Saved data entries
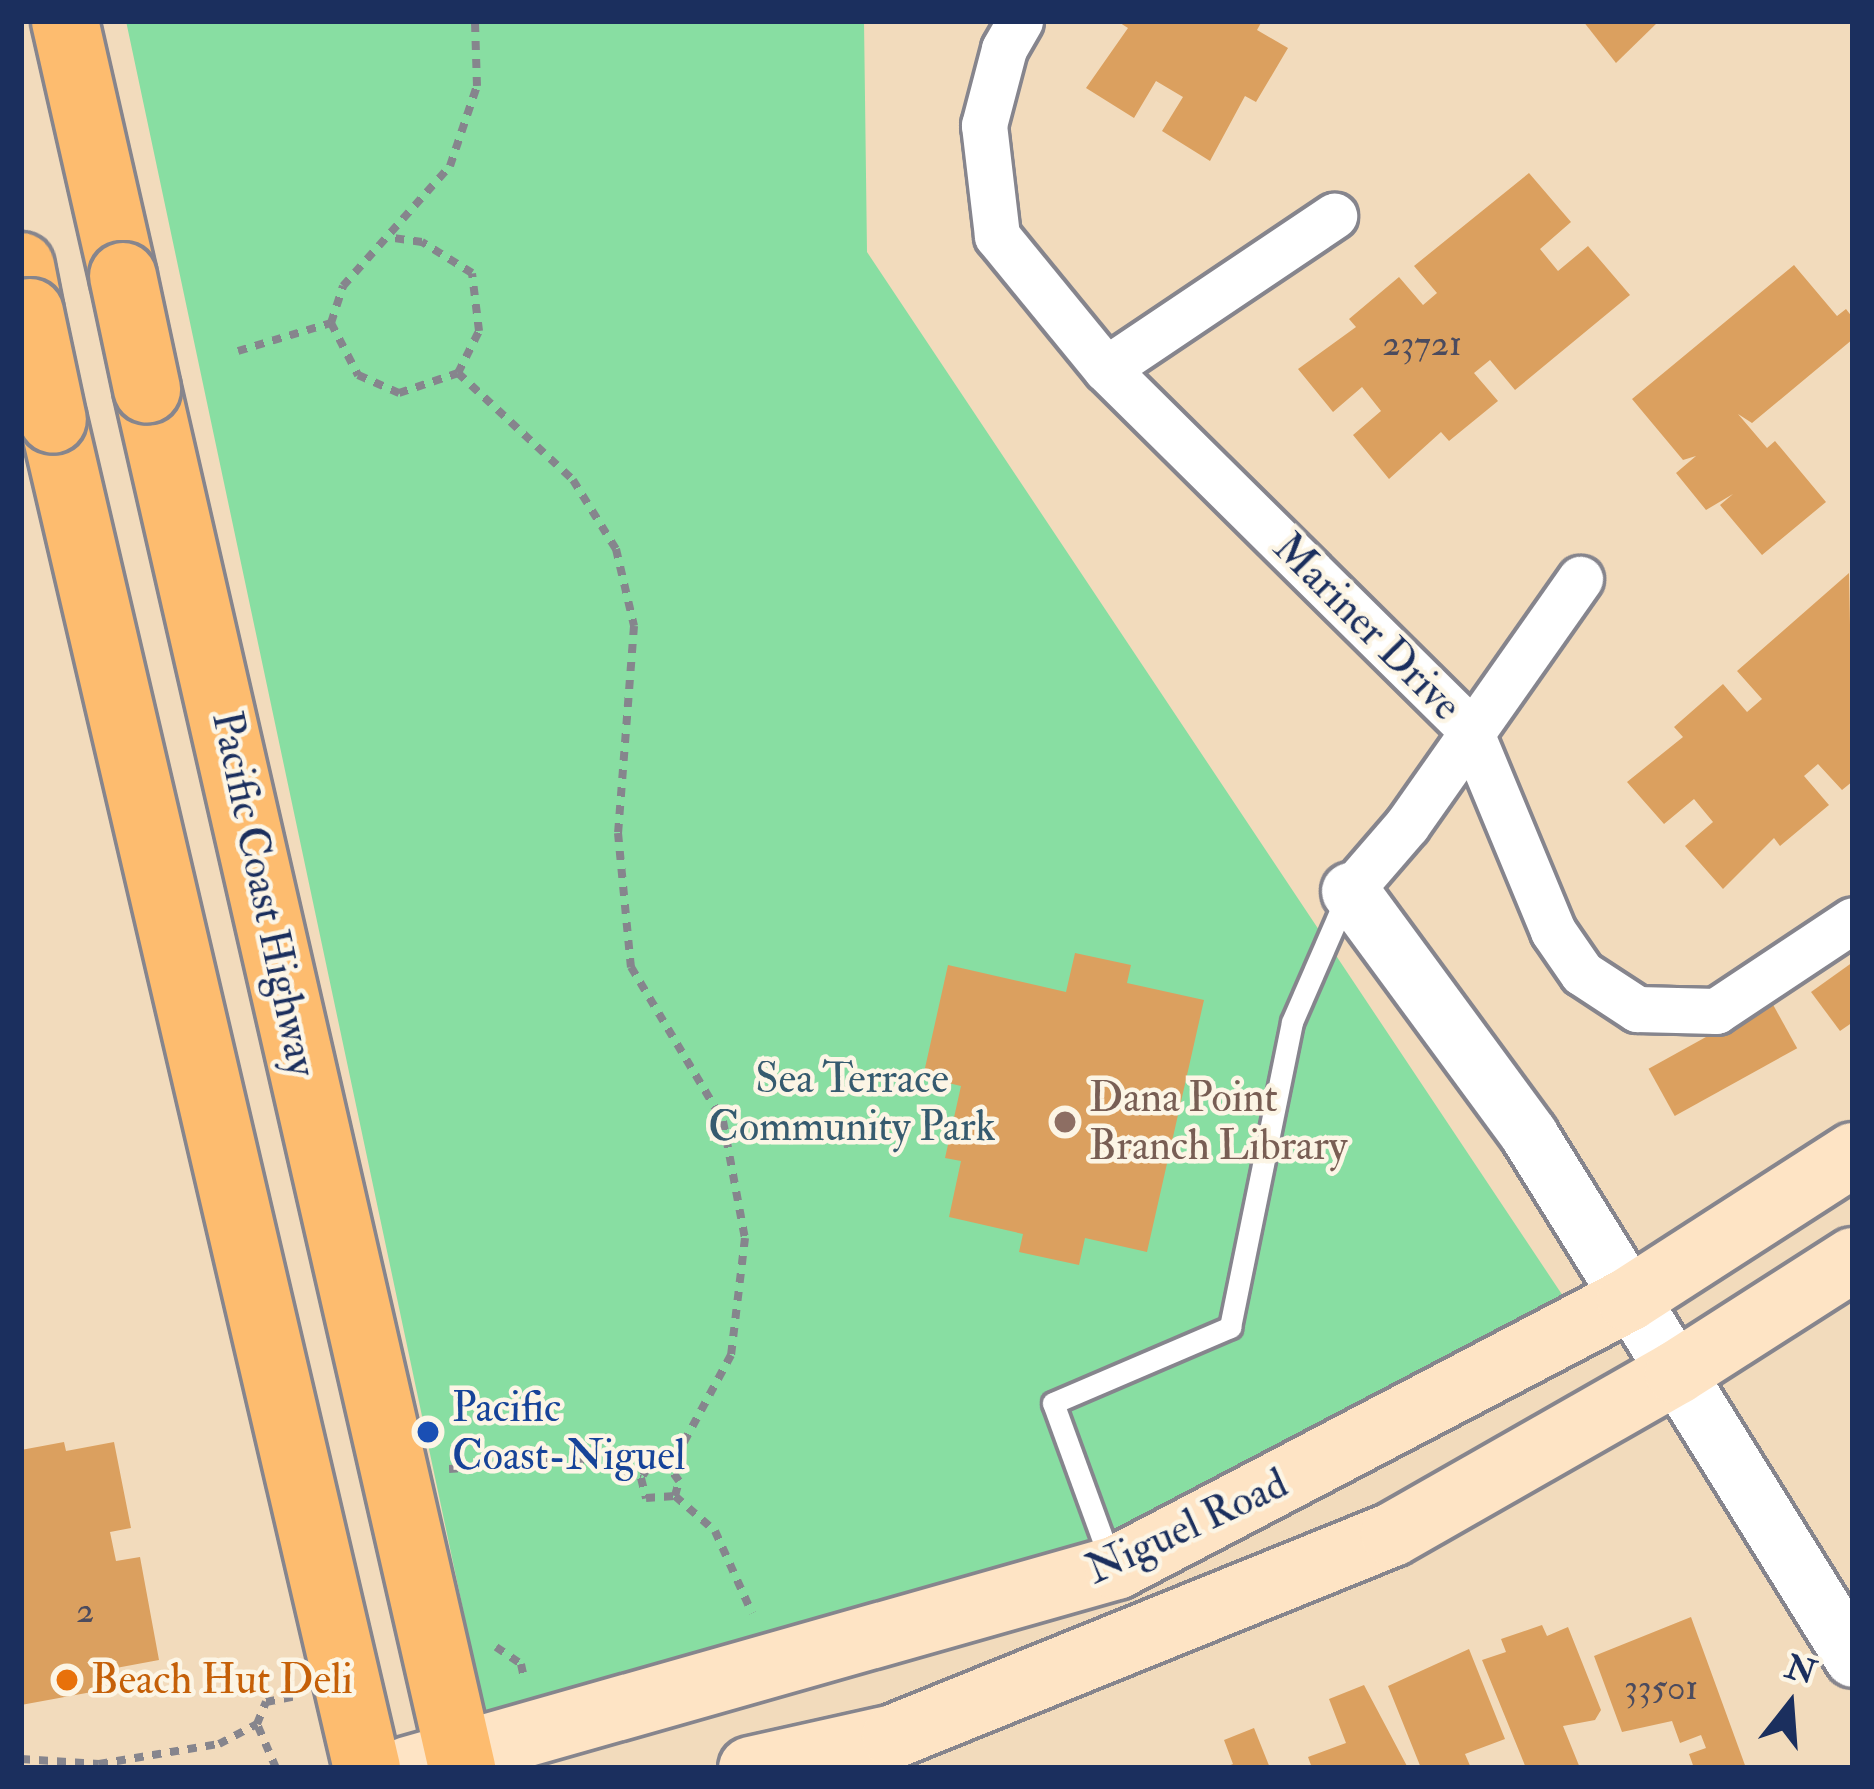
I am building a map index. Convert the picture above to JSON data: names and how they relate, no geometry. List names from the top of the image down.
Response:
{
  "streets": {
    "highway": ["Pacific Coast Highway"],
    "main road": ["Niguel Road"],
    "street": ["Mariner Drive"]
  },
  "crossings": [
    ["Pacific Coast Highway", "Niguel Road"]
  ],
  "parks": ["Sea Terrace Community Park"],
  "places": ["Dana Point Branch Library", "Pacific Coast-Niguel", "Beach Hut Deli"],
  "house_numbers": ["23721", "2", "33501"],
  "north": "top"
}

• _Description of the task_
Only the text of the records belongs in your answer, copied exactly as it appears above.

• _Response area_
I am building a map index. Convert the picture above to JSON data: names and how they relate, no geometry. List names from the top of the image down.
Response:
{
  "streets": {
    "highway": ["Pacific Coast Highway"],
    "main road": ["Niguel Road"],
    "street": ["Mariner Drive"]
  },
  "crossings": [
    ["Pacific Coast Highway", "Niguel Road"]
  ],
  "parks": ["Sea Terrace Community Park"],
  "places": ["Dana Point Branch Library", "Pacific Coast-Niguel", "Beach Hut Deli"],
  "house_numbers": ["23721", "2", "33501"],
  "north": "top"
}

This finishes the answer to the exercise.